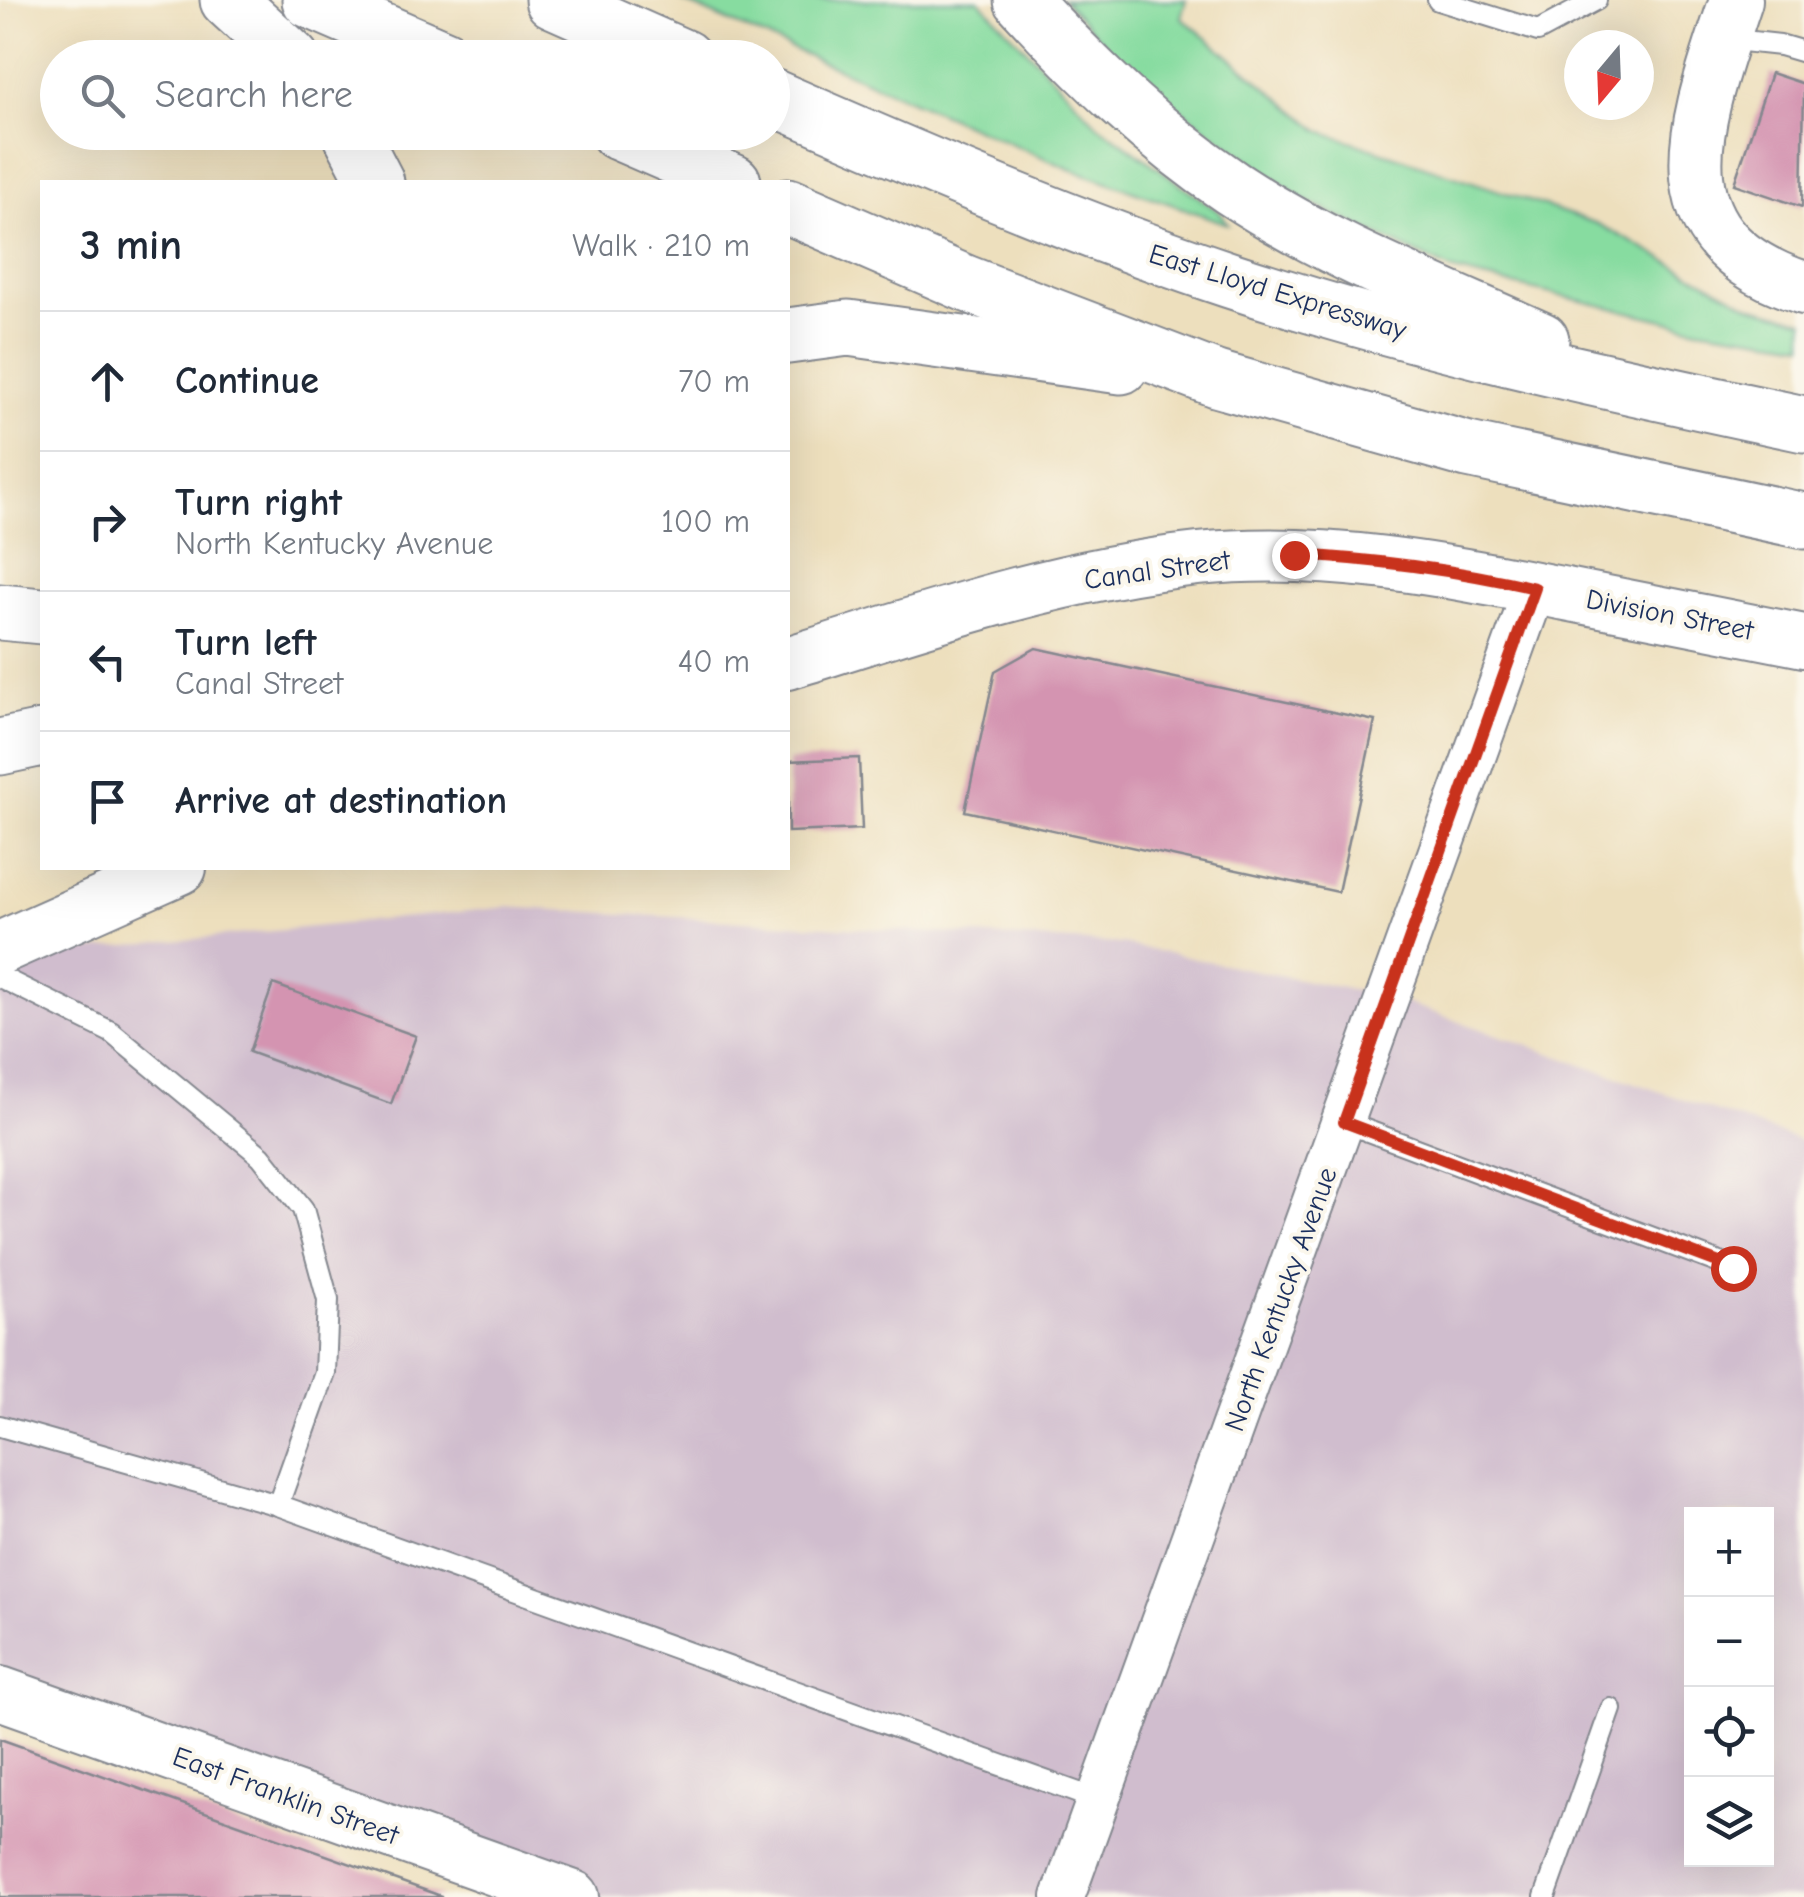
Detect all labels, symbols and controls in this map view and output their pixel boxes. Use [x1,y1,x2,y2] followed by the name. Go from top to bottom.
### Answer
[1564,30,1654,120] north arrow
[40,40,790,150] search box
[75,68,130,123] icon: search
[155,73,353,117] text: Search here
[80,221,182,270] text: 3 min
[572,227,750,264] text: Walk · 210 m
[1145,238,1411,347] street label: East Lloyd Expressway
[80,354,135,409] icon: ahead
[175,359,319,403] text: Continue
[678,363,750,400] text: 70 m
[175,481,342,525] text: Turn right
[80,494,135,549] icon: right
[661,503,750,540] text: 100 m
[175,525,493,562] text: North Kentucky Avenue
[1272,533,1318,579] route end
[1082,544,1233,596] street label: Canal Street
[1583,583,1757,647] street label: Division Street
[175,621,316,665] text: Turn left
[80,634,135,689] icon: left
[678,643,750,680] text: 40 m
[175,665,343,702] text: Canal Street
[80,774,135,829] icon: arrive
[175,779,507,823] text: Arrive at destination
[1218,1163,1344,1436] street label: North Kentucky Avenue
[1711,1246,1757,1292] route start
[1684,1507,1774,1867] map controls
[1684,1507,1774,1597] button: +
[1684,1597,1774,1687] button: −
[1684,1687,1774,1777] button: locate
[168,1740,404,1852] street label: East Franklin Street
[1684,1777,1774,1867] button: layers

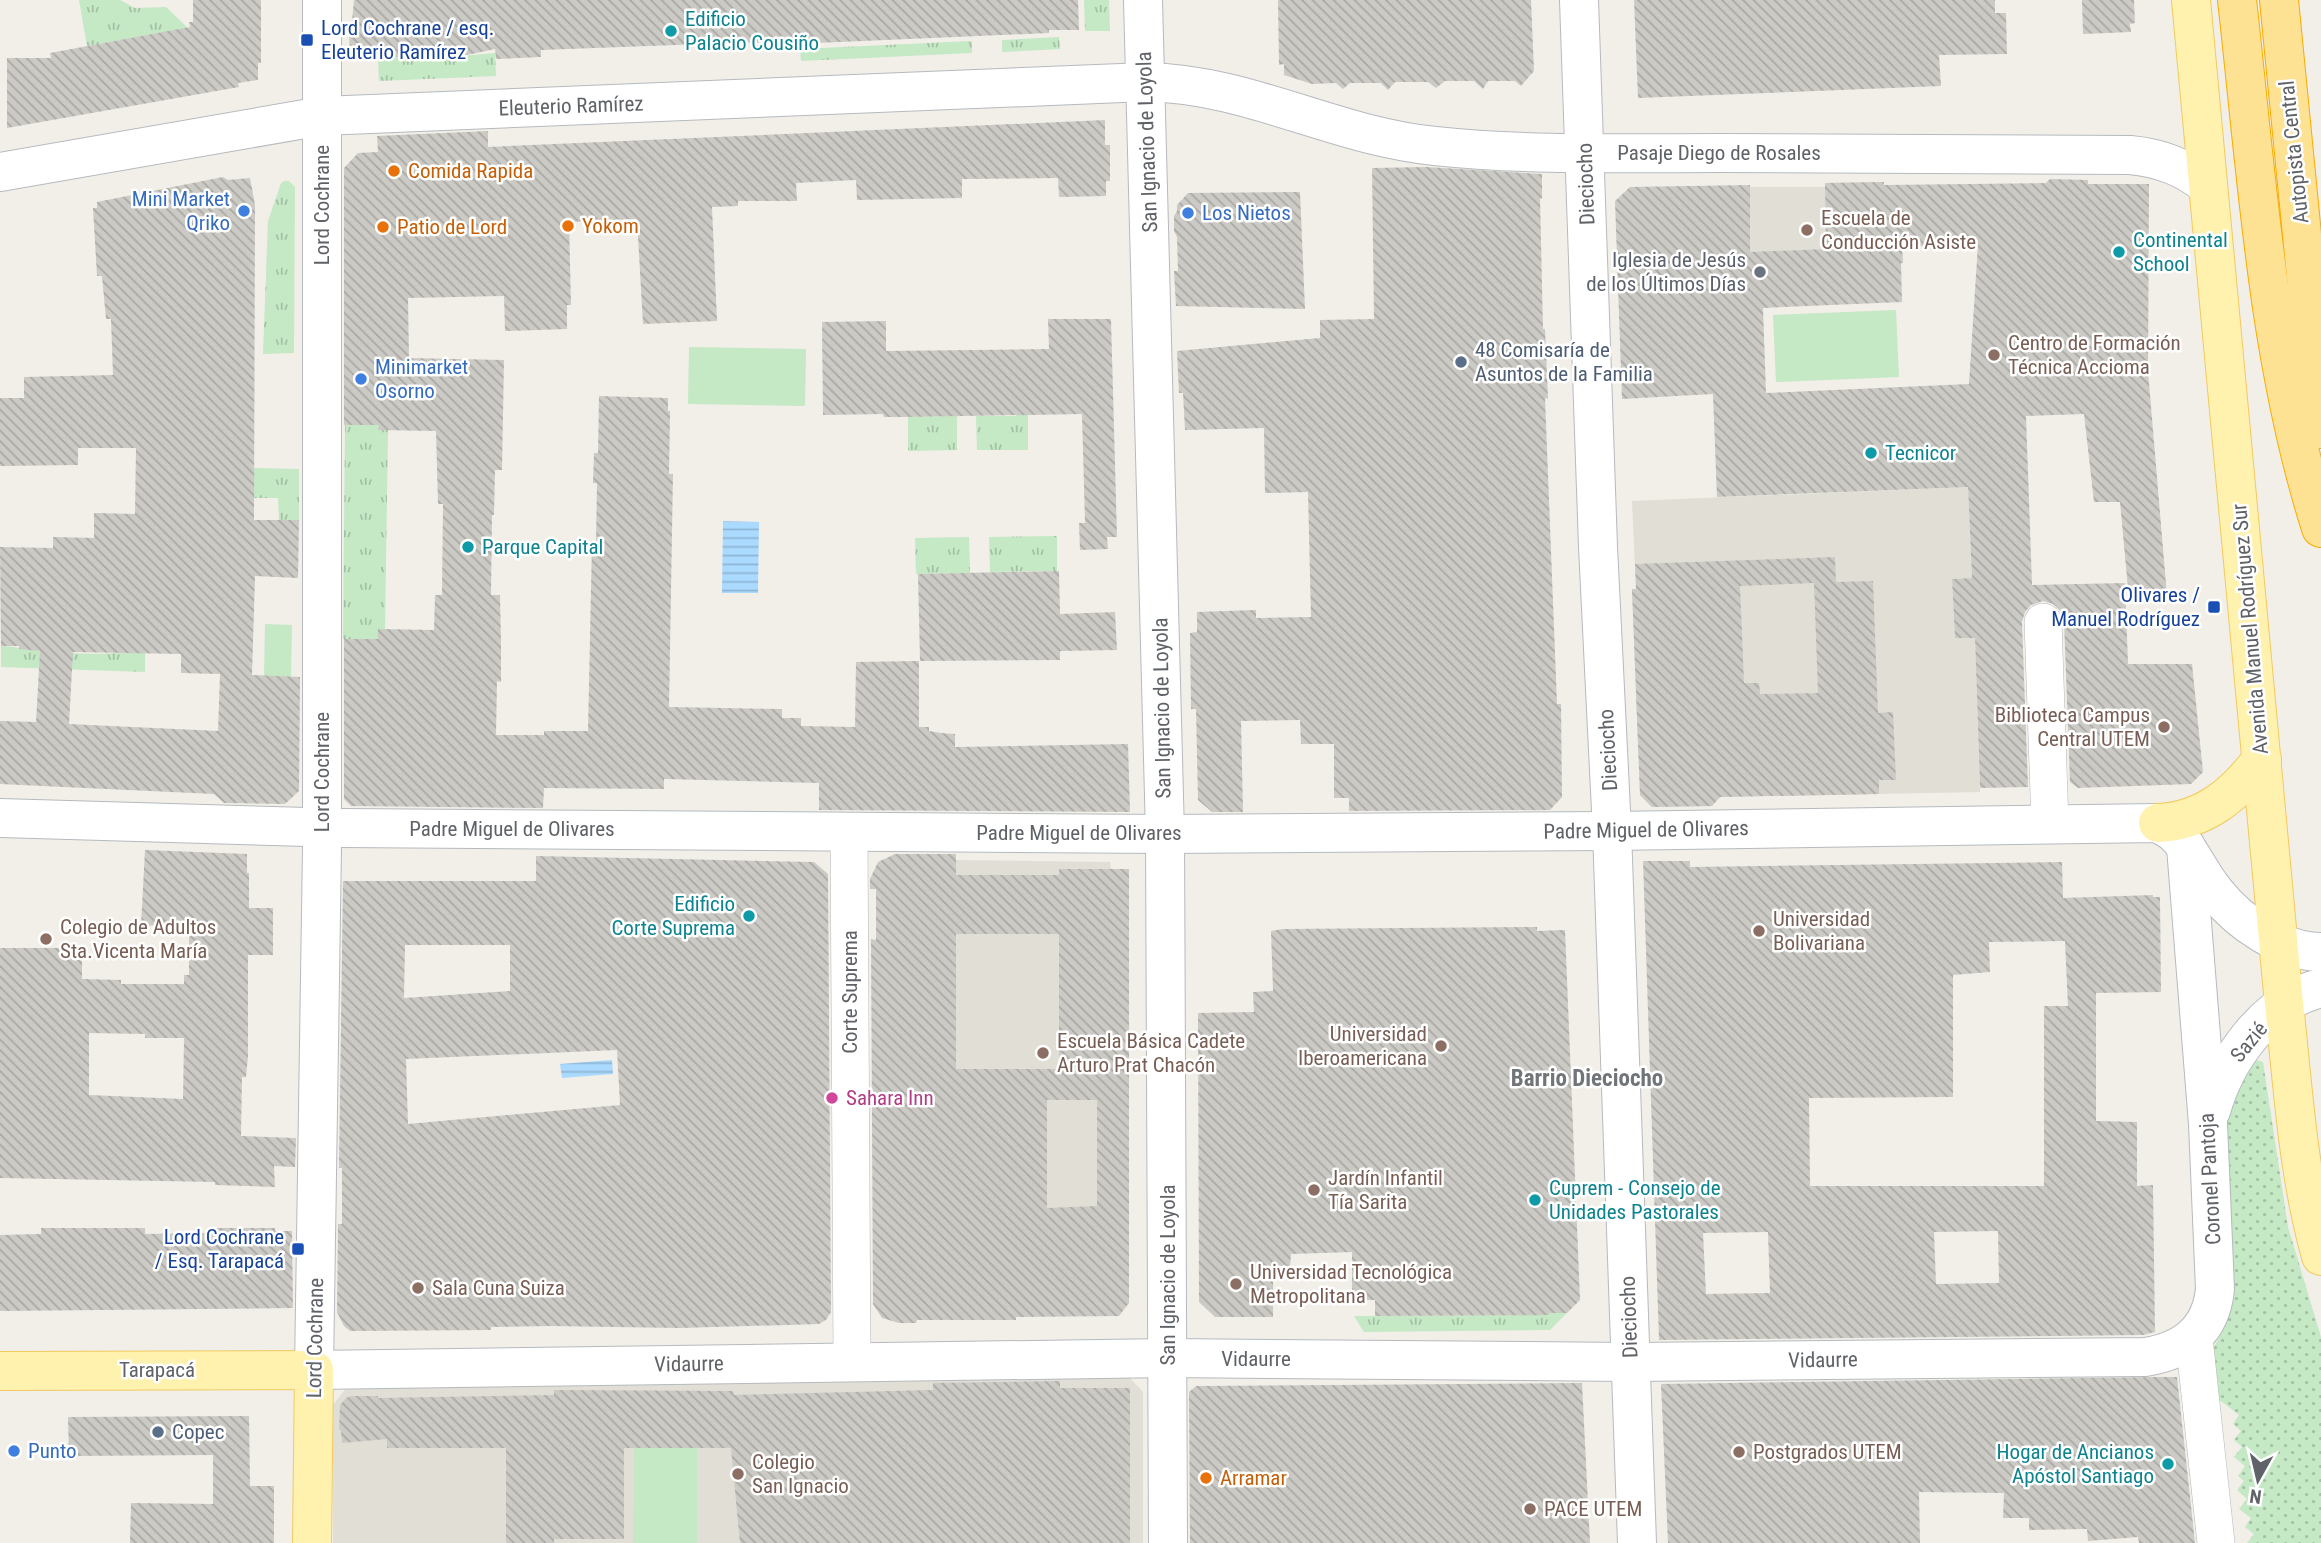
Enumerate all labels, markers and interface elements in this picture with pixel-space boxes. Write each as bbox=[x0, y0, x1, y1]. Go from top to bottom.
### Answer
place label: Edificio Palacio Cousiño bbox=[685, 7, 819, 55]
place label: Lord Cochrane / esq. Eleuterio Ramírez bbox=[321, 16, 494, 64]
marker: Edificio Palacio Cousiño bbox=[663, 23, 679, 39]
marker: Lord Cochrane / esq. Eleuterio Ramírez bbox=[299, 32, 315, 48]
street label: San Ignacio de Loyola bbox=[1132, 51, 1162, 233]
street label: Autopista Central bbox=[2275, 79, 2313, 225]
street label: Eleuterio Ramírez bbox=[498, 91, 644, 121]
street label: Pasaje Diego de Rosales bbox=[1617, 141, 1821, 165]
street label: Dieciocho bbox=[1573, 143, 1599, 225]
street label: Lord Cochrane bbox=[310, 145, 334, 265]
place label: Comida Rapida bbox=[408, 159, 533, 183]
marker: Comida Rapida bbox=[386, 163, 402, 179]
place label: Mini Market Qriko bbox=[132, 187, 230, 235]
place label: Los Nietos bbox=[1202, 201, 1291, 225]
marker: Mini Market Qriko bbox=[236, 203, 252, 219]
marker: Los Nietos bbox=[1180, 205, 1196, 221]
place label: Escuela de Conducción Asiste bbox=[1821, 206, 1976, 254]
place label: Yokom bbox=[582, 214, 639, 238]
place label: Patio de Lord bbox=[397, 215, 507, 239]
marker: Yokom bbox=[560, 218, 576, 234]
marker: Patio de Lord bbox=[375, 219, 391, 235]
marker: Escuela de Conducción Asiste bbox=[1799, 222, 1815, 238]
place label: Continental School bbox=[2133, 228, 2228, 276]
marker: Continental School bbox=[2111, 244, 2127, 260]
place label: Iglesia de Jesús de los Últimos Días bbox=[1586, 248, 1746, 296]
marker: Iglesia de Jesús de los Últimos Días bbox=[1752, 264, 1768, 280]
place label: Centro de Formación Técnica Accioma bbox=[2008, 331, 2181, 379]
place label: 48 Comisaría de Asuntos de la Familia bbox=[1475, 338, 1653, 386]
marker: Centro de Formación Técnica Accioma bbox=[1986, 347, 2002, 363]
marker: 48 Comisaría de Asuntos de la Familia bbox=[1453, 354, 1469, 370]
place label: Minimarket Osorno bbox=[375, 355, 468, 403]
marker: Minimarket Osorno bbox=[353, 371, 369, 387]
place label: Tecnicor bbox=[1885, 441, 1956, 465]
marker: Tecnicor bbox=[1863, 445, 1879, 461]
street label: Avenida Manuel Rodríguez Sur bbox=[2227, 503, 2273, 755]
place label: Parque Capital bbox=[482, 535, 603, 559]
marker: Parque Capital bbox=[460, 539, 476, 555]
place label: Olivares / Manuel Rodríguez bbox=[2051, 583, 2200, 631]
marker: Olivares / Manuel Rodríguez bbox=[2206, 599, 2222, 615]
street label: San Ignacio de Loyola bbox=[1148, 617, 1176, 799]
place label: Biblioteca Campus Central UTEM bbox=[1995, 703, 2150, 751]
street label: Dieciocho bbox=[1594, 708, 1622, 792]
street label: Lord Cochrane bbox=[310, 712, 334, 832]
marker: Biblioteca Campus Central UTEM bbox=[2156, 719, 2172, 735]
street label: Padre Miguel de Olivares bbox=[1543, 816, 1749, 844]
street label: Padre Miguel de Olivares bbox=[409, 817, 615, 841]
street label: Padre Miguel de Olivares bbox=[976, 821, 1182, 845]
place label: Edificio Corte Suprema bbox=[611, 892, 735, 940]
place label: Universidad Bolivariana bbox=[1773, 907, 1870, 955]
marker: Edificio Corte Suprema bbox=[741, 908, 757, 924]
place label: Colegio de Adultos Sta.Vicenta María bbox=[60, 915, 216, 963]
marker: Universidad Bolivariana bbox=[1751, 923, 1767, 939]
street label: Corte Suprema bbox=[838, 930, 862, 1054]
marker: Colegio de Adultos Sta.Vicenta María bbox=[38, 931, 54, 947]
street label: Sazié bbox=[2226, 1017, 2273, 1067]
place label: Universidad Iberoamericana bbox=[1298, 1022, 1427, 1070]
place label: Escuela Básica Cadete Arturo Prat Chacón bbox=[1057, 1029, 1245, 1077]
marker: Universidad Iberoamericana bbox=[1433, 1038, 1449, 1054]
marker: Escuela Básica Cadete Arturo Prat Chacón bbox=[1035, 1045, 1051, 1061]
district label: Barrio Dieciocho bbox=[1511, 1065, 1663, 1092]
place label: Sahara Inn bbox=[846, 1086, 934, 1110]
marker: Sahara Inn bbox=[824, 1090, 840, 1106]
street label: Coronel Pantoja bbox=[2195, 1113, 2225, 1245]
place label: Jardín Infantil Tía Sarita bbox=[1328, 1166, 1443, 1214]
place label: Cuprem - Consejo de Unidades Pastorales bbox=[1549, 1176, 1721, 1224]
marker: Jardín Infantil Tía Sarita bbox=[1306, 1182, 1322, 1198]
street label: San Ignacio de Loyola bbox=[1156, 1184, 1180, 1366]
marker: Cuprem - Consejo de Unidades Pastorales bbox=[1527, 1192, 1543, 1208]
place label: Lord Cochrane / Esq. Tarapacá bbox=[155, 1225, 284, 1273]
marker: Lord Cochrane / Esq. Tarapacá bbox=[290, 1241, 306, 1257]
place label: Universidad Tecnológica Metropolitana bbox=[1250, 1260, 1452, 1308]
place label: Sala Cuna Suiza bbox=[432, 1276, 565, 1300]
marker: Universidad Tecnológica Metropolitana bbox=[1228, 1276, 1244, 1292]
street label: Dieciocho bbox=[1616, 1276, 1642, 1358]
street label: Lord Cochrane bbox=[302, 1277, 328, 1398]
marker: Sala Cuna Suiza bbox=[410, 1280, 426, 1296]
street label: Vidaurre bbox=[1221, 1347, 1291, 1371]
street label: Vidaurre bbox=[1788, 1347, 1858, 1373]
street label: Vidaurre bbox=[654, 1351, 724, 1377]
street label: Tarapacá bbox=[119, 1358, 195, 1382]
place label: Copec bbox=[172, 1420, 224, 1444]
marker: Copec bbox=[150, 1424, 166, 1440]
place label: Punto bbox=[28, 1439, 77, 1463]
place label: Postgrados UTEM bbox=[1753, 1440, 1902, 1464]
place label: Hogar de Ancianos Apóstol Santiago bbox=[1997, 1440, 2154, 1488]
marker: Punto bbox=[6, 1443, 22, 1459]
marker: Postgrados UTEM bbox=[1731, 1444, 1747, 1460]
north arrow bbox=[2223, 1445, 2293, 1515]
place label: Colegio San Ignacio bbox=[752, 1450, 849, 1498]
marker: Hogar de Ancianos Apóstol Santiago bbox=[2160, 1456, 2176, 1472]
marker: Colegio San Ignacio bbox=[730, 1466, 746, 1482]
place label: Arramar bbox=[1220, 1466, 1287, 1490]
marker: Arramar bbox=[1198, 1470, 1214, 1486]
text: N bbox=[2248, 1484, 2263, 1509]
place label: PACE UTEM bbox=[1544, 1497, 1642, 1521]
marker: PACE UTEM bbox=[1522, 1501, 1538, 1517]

> _Action item_: All lines from the first in the listing above to the line containing "Enumerate all labels, markers", inclusive, go in the output exactly as they are; no pictures go in.

> _Answer to the exercise_:
Detect all labels, symbols and controls in this map view and output their pixel boxes. Use [x1,y1,x2,y2] followed by the name. Go from top to bottom.
### Answer
[1564,30,1654,120] north arrow
[40,40,790,150] search box
[75,68,130,123] icon: search
[155,73,353,117] text: Search here
[80,221,182,270] text: 3 min
[572,227,750,264] text: Walk · 210 m
[1145,238,1411,347] street label: East Lloyd Expressway
[80,354,135,409] icon: ahead
[175,359,319,403] text: Continue
[678,363,750,400] text: 70 m
[175,481,342,525] text: Turn right
[80,494,135,549] icon: right
[661,503,750,540] text: 100 m
[175,525,493,562] text: North Kentucky Avenue
[1272,533,1318,579] route end
[1082,544,1233,596] street label: Canal Street
[1583,583,1757,647] street label: Division Street
[175,621,316,665] text: Turn left
[80,634,135,689] icon: left
[678,643,750,680] text: 40 m
[175,665,343,702] text: Canal Street
[80,774,135,829] icon: arrive
[175,779,507,823] text: Arrive at destination
[1218,1163,1344,1436] street label: North Kentucky Avenue
[1711,1246,1757,1292] route start
[1684,1507,1774,1867] map controls
[1684,1507,1774,1597] button: +
[1684,1597,1774,1687] button: −
[1684,1687,1774,1777] button: locate
[168,1740,404,1852] street label: East Franklin Street
[1684,1777,1774,1867] button: layers

Enumerate all labels, markers and interface elements in this picture with pixel-space boxes. Write each as bbox=[x0, y0, x1, y1]. Go from top to bottom.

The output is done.